* **Problem to solve**: So that nothing is lost, transcribe each line of the records exactly.

* **Recorded information**:
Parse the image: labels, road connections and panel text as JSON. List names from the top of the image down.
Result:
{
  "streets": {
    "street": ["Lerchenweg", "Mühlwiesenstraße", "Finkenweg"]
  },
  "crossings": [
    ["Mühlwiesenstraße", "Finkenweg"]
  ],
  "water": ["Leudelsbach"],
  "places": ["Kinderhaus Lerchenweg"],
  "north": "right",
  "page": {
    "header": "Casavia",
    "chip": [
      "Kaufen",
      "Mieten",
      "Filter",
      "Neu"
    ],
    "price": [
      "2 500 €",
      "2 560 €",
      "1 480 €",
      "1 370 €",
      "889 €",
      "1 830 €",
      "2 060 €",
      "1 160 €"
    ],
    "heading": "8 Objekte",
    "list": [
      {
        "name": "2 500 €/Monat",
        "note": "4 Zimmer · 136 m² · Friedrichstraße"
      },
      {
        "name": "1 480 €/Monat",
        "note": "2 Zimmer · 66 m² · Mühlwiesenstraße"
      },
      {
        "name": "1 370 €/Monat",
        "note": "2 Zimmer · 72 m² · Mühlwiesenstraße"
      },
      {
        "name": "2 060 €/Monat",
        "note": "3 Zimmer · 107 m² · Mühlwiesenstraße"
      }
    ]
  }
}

* **Solution to the exercise**:
Parse the image: labels, road connections and panel text as JSON. List names from the top of the image down.
Result:
{
  "streets": {
    "street": ["Lerchenweg", "Mühlwiesenstraße", "Finkenweg"]
  },
  "crossings": [
    ["Mühlwiesenstraße", "Finkenweg"]
  ],
  "water": ["Leudelsbach"],
  "places": ["Kinderhaus Lerchenweg"],
  "north": "right",
  "page": {
    "header": "Casavia",
    "chip": [
      "Kaufen",
      "Mieten",
      "Filter",
      "Neu"
    ],
    "price": [
      "2 500 €",
      "2 560 €",
      "1 480 €",
      "1 370 €",
      "889 €",
      "1 830 €",
      "2 060 €",
      "1 160 €"
    ],
    "heading": "8 Objekte",
    "list": [
      {
        "name": "2 500 €/Monat",
        "note": "4 Zimmer · 136 m² · Friedrichstraße"
      },
      {
        "name": "1 480 €/Monat",
        "note": "2 Zimmer · 66 m² · Mühlwiesenstraße"
      },
      {
        "name": "1 370 €/Monat",
        "note": "2 Zimmer · 72 m² · Mühlwiesenstraße"
      },
      {
        "name": "2 060 €/Monat",
        "note": "3 Zimmer · 107 m² · Mühlwiesenstraße"
      }
    ]
  }
}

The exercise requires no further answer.